One approach being developed as a treatment for malignant disease is adoptive transfer of ex vivo–expanded autologous tumor-specific CD8+ T cells. Although this approach has been effective in some patients, several issues, including poor in vivo survival and function of the transferred cells, have limited further clinical use. A potential way to improve the efficacy of adoptive immunotherapy is described in this issue by Stromnes and colleagues (3722–3734). In a mouse model of disseminated leukemia, it was found that abrogating expression of Casitas B-lineage lymphoma b (Cbl-b), a negative regulator of lymphocyte activation, in tumor-specific CD8+ T cells expanded ex vivo increased their therapeutic effects upon adoptive transfer. The enhanced therapeutic effects of tumor-specific CD8+ T cells lacking Cbl-b were a result of their restored ability to produce IL-2, decreased threshold for activation, improved survival, and enhanced proliferative responses. As knocking down Cbl-b expression in human CD8+CD28– effector T cell clones had similar in vitro effects, the authors suggest that reducing Cbl-b expression in tumor-specific CD8+ T cells destined for adoptive therapy might improve their therapeutic efficacy.
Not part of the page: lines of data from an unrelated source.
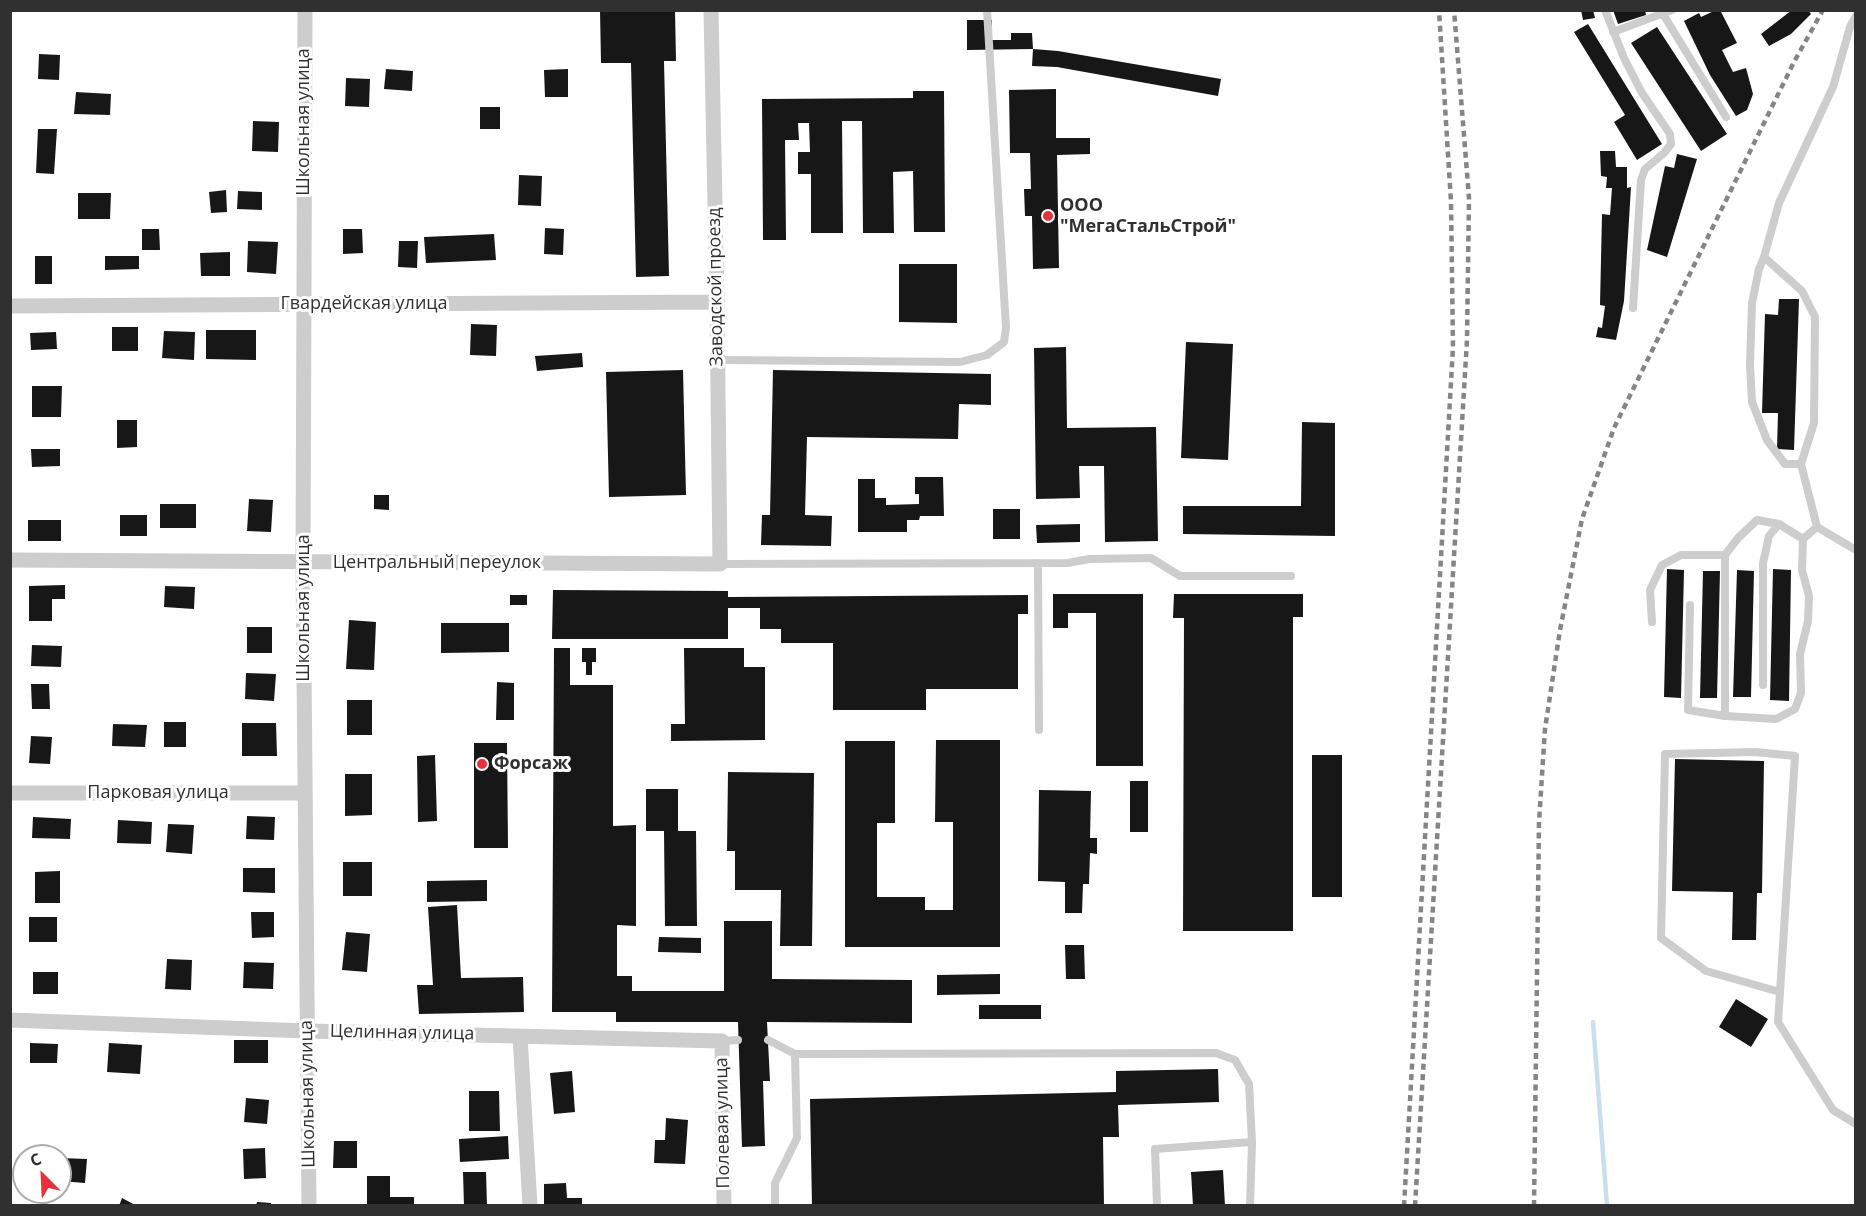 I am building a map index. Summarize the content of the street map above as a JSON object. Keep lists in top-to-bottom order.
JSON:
{
  "streets": {
    "street": [
      "Школьная улица",
      "Заводской проезд",
      "Гвардейская улица",
      "Центральный переулок",
      "Парковая улица",
      "Целинная улица",
      "Полевая улица"
    ]
  },
  "crossings": [
    ["Школьная улица", "Гвардейская улица"],
    ["Школьная улица", "Центральный переулок"],
    ["Школьная улица", "Парковая улица"],
    ["Школьная улица", "Целинная улица"],
    ["Заводской проезд", "Гвардейская улица"],
    ["Заводской проезд", "Центральный переулок"],
    ["Целинная улица", "Полевая улица"]
  ],
  "places": ["ООО \"МегаСтальСтрой\"", "Форсаж"],
  "north": "top left"
} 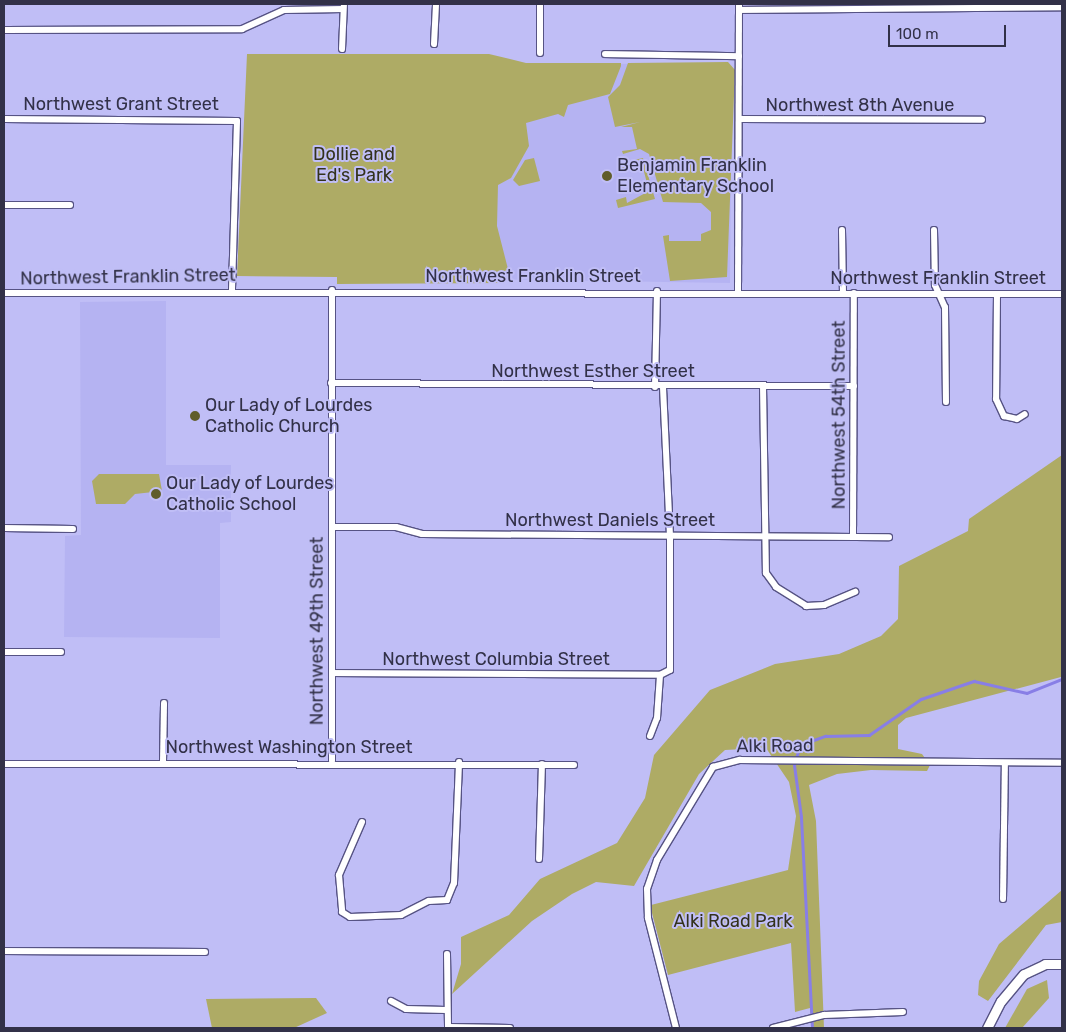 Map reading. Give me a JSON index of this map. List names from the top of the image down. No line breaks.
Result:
{"streets":{"street":["Northwest Grant Street","Northwest 8th Avenue","Northwest Franklin Street","Northwest Esther Street","Northwest 54th Street","Northwest Daniels Street","Northwest 49th Street","Northwest Columbia Street","Alki Road","Northwest Washington Street"]},"crossings":[["Northwest Grant Street","Northwest Franklin Street"],["Northwest Franklin Street","Northwest 54th Street"],["Northwest Franklin Street","Northwest 49th Street"],["Northwest Esther Street","Northwest 54th Street"],["Northwest Esther Street","Northwest 49th Street"],["Northwest 54th Street","Northwest Daniels Street"],["Northwest Daniels Street","Northwest 49th Street"],["Northwest 49th Street","Northwest Columbia Street"],["Northwest 49th Street","Northwest Washington Street"]],"parks":["Dollie and Ed's Park","Alki Road Park"],"places":["Benjamin Franklin Elementary School","Our Lady of Lourdes Catholic Church","Our Lady of Lourdes Catholic School"],"scale_bar":"100 m"}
The most commonly diagnosed congenital heart defects are cardiac valve malformations. Understanding the molecular mechanisms underlying valve development should provide new avenues of research into the origin of cardiac valve defects. In this context, Luna-Zurita and colleagues have determined that integration of endocardial-Notch1 and myocardial-Bmp2 signals in prevalvular regions of the mouse heart is critical to embryonic cardiac valve formation (3493–3507). In higher vertebrates, heart valve primordia are generated from endocardial cells that undergo epithelial-to-mesenchyme transition (EMT). In the study, Luna-Zurita and colleagues show that during cardiac valve formation, EMT is limited to prospective valve territories by the interplay between endocardial-Notch1 and myocardial-Bmp2 to regulate the Snail1 transcription factor. Constitutive Notch1 activity in endocardial cells initiated a partial (noninvasive) Snail1-driven EMT in vitro that became invasive upon Bmp2 treatment. In addition, ectopic myocardial Notch1 expression and loss-of-function experiments indicated that Notch1 represses Bmp2 in cardiac cells while Bmp2 inactivation in the myocardium impaired Notch1 activity. This embryonic Notch1/Bmp2/Snail1 relationship may also be relevant in adult valve disease or atherosclerosis, as these diseases share features such as tissue inflammation, EMT, fibrosis, and calcification.